Heavenly Council and Earthly Events

Tom. J. Nettles

The book of Job contains an extended case study of the outworking of the decree and consequent providence of God in the life of one of God’s elect. It provides background for an answer to the question posed in Romans 9:19, “Why does he still find fault? For who can resist his will?” Paul’s answer is “Who are you , O man, to answer back to God? Will what is molded say to its molder, ‘Why have you made me like this?’” Transcending all the purposes and complaints of man is the unchallengeable and invincible purpose of God in creation. That he brought all of this into existence with a specific purpose in his eternal mind, and that he will by no means fail to accomplish his purpose, and that we are incapable of sorting out all the individual events of the world to satisfy our impertinent questioning of God is the big lesson of this book. It moves toward that lesson with one of the most poignant stories in all of human literature.

According to R. K Harrison, this book is structured into five divisions

1. Prose Prologue – chapters 1 & 2

2. The Dialogue – Chapters 3-31

3. The Speeches of Elihu – Chapters 32-37

4. The Theophany and divine speeches – 38:1 – 42:6

5. Prose Epilogue – 42:7-17

This Lesson explores the prologue in which the issues to be discussed in the next forty chapters are introduced.

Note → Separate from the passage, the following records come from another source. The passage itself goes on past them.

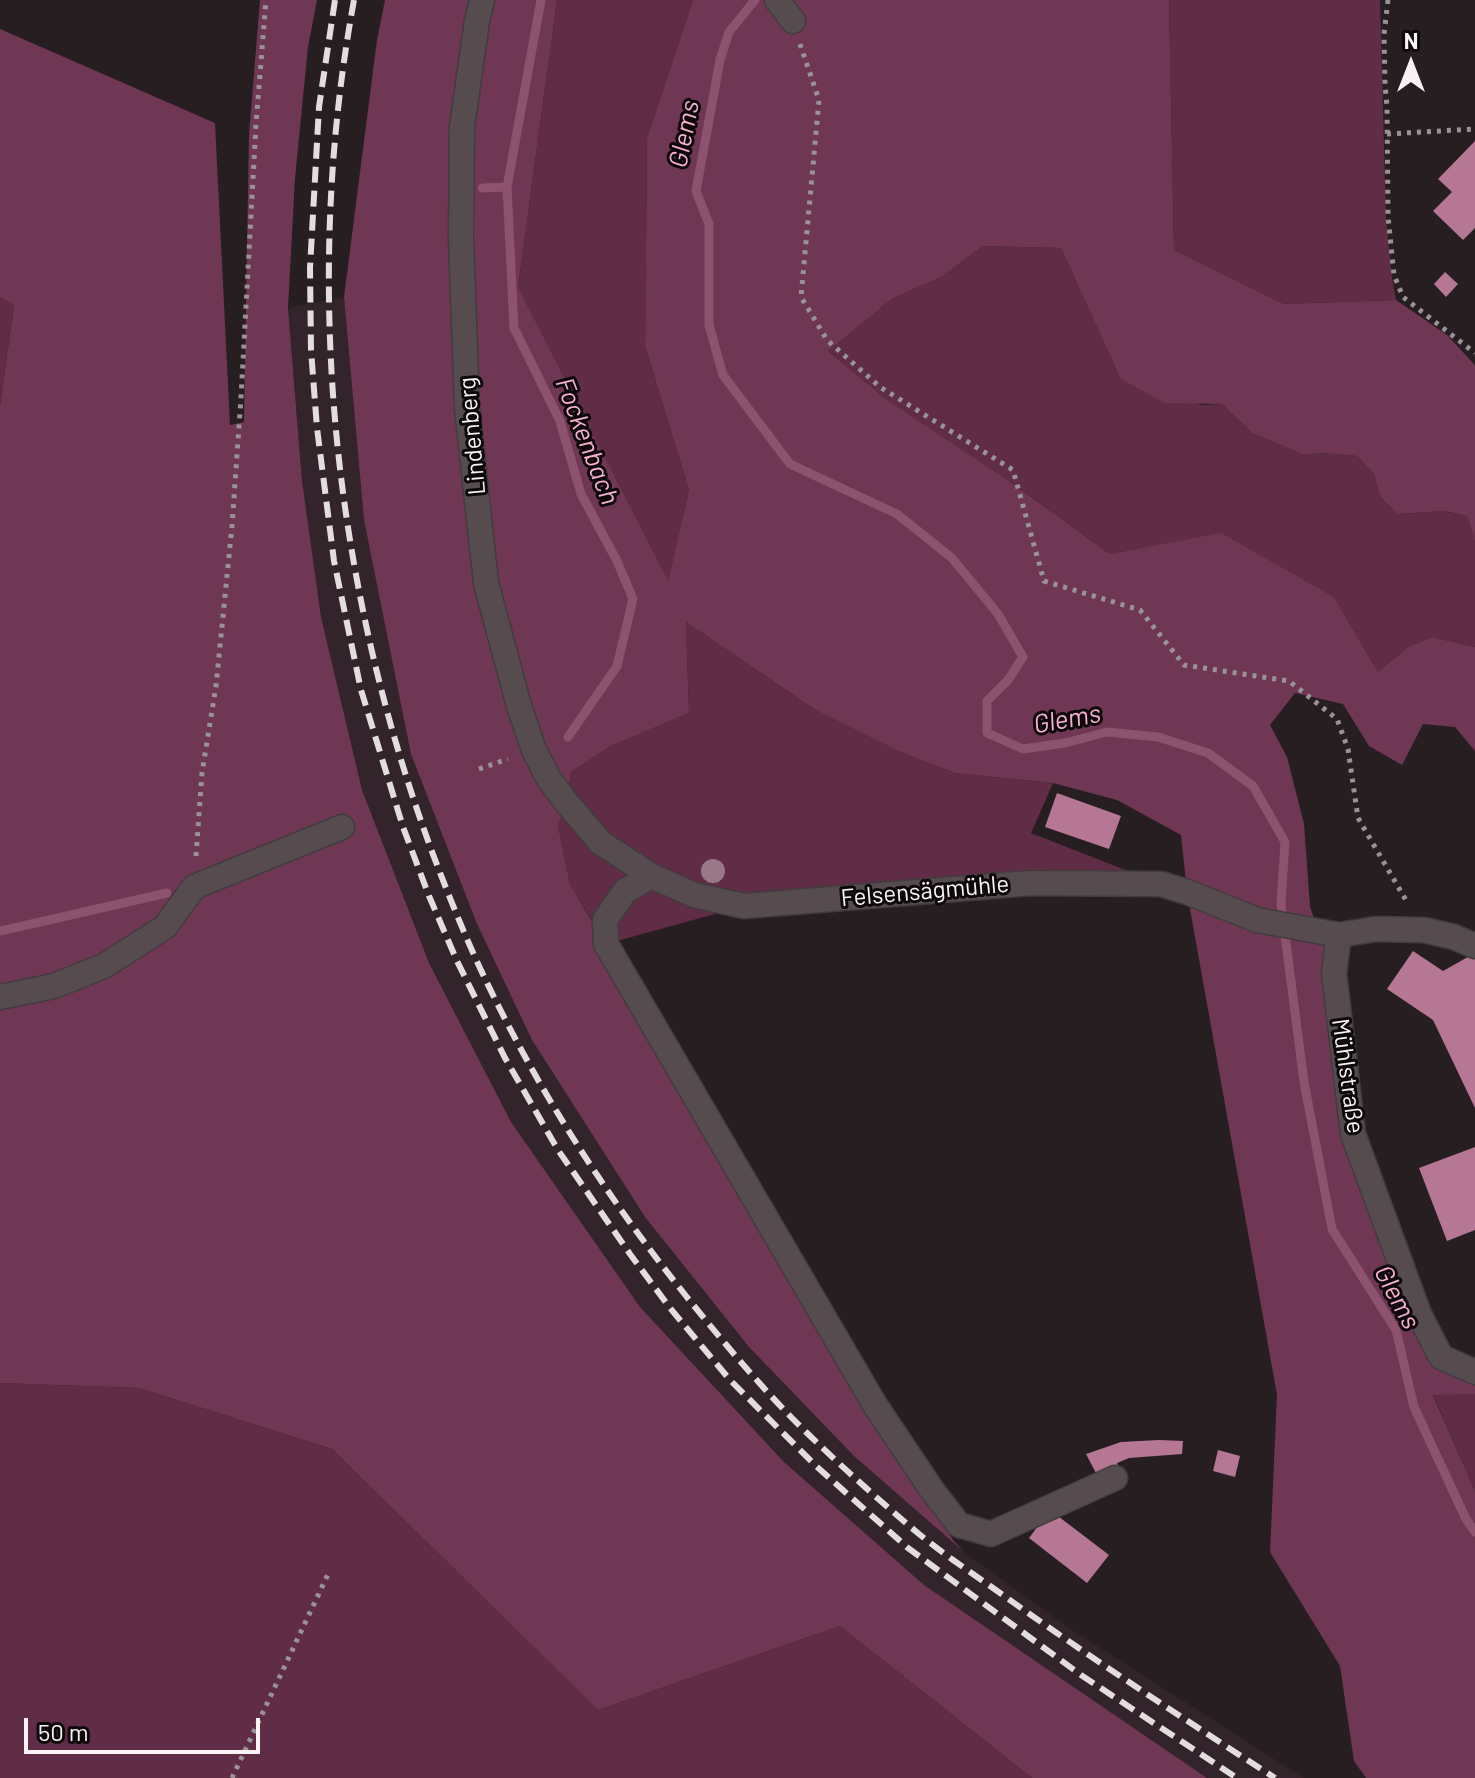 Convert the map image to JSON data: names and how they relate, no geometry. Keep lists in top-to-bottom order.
{
  "streets": {
    "lane": ["Lindenberg", "Felsensägmühle", "Mühlstraße"]
  },
  "crossings": [
    ["Lindenberg", "Felsensägmühle"],
    ["Felsensägmühle", "Mühlstraße"]
  ],
  "water": ["Glems", "Fockenbach"],
  "scale_bar": "50 m",
  "north": "top"
}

I. A Portrait of a Conscientiously devoted man whose name was Job – Job 1:1-3

A. His character –

1. That he was blameless and upright does not mean that Job stood outside the universal verdict, “There is none righteous, no not one (Romans 3:10; Psalm 14:3). It means that he regarded the law as a lovely standard of righteousness, and desired conformity to  as an expression of his love for God and the moral beauty that he relished in the divine character (See Romans 7:22; Philippians 3:12-14; Psalm 119:159, 160) If Job lived before Moses, this is an example of the reality of a concept of righteousness that existed prior to that time as Paul argues in Romans 5:12-14, and illustrates the meaning of the Psalmist who wrote “Every one of your righteous rules endures forever.” He does not consider God’s character or his righteous expectations of his creature as an intrusion upon or an impediment to his life but as a lovely privilege.

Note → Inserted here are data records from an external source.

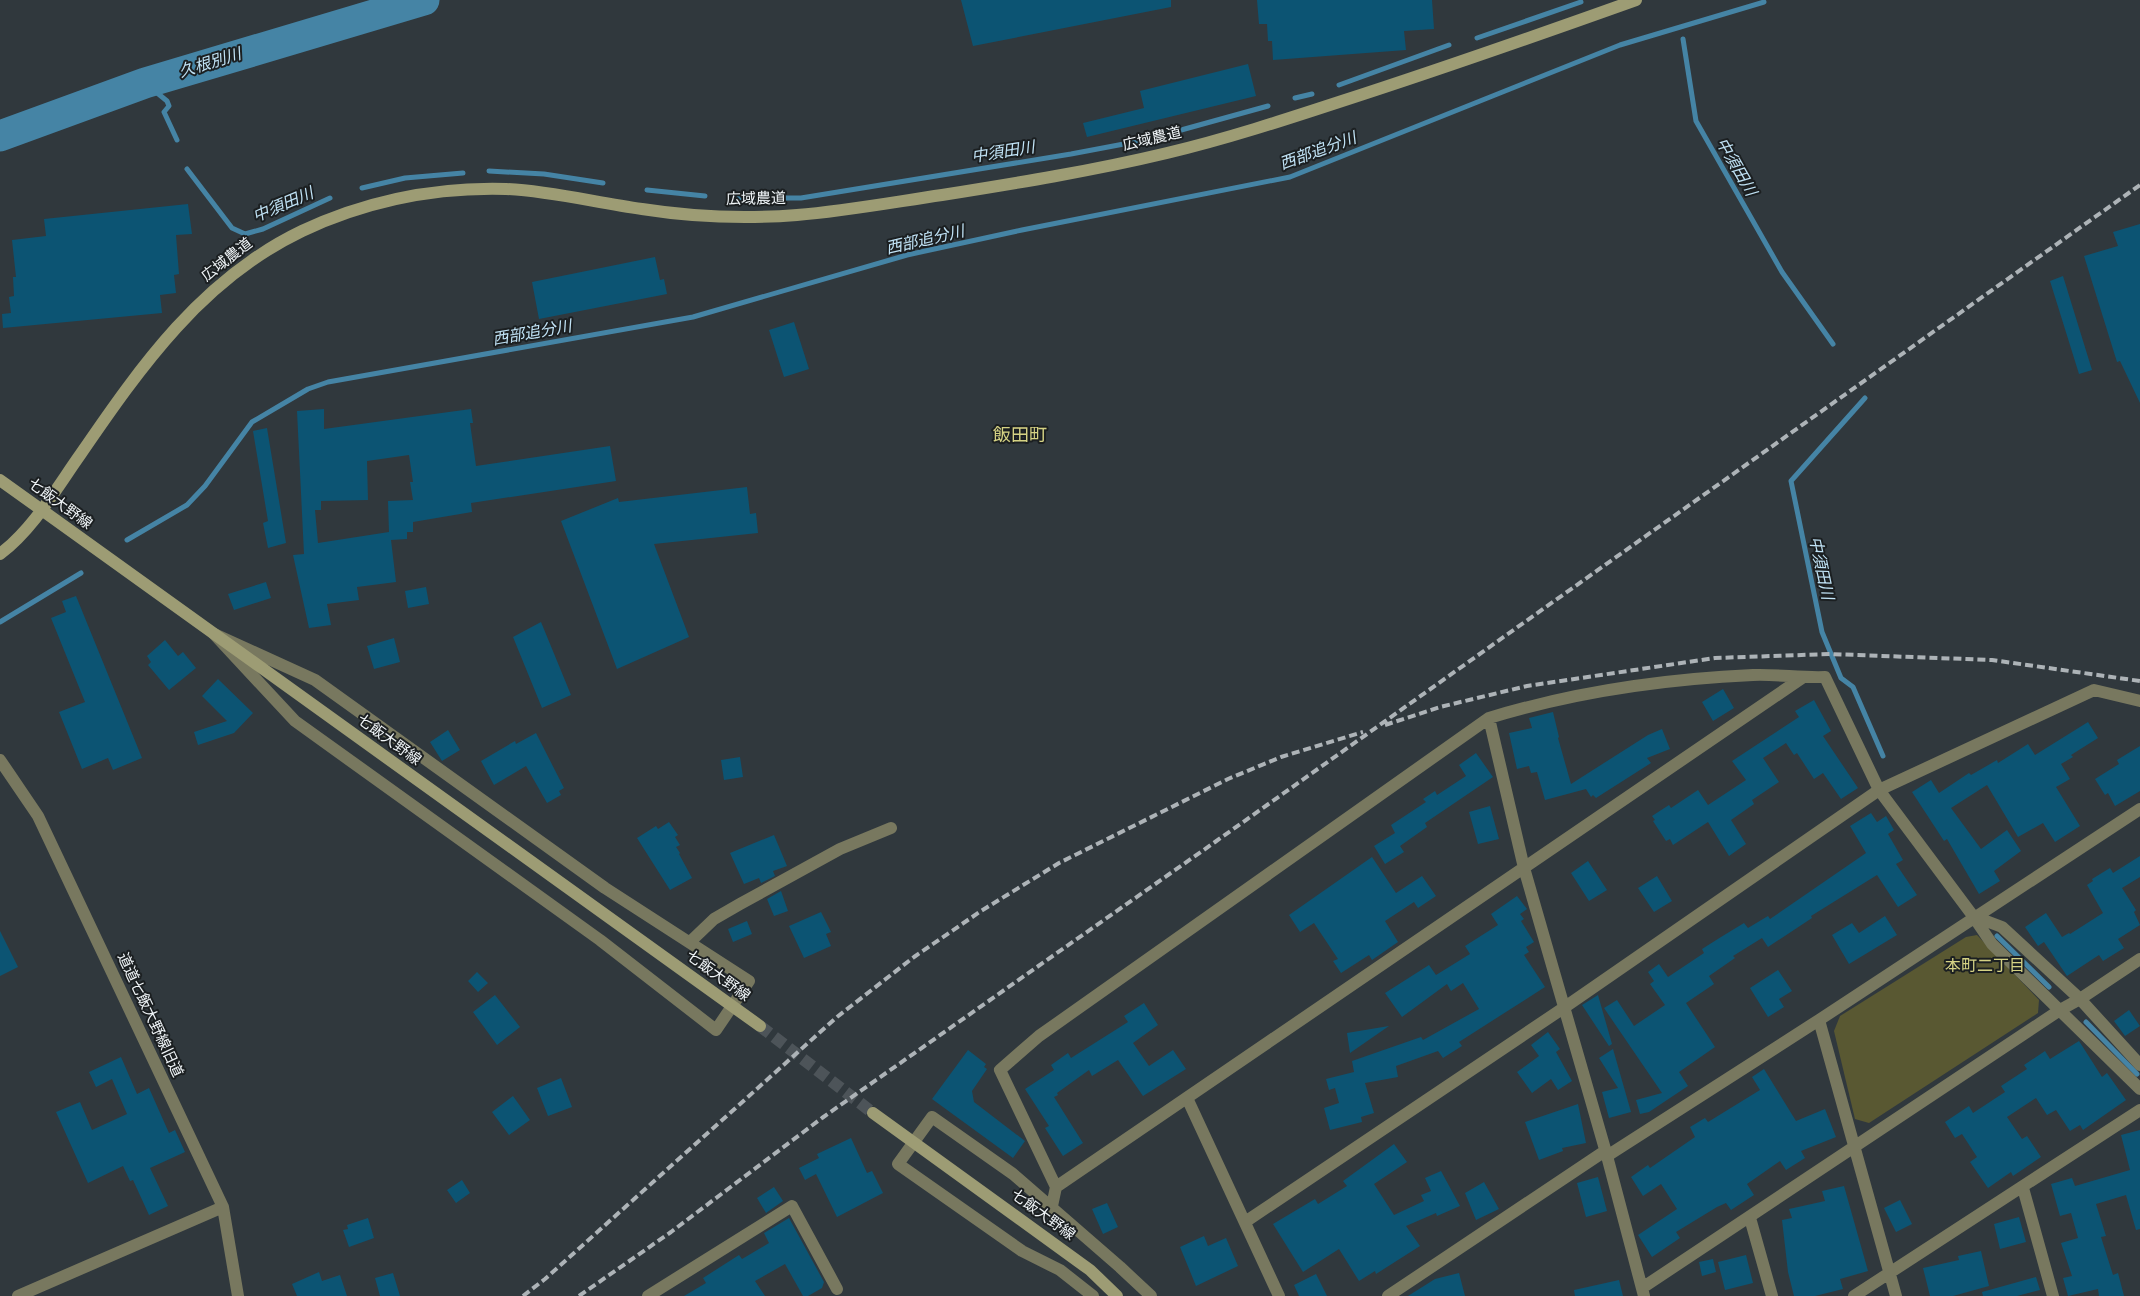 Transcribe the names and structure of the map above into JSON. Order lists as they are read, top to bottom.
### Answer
{
  "streets": {
    "street": ["広域農道", "七飯大野線", "道道七飯大野線旧道"]
  },
  "crossings": [
    ["広域農道", "七飯大野線"]
  ],
  "districts": ["飯田町", "本町二丁目"],
  "water": ["久根別川", "西部追分川", "中須田川"]
}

2. He feared God. His desire for uprightness was not based on self-righteousness or a low standard of expectation, but on a reverence for the holiness of God and a desire to worship him in the beauty of holiness. Since the fear of the Lord constitutes the foundation of both wisdom and knowledge, Job had his mind and his heart filled with the proper equipment to endure and benefit from the upcoming events. In the cycles of speeches that follow, the reader finds great fluctuation in Job’s analyses of his situation as it relates to the justice of God, but the shift moves from a rather simplistic quid pro quo view also held by his friends to more complex view in which divine justice in this life had the quality of ineffability.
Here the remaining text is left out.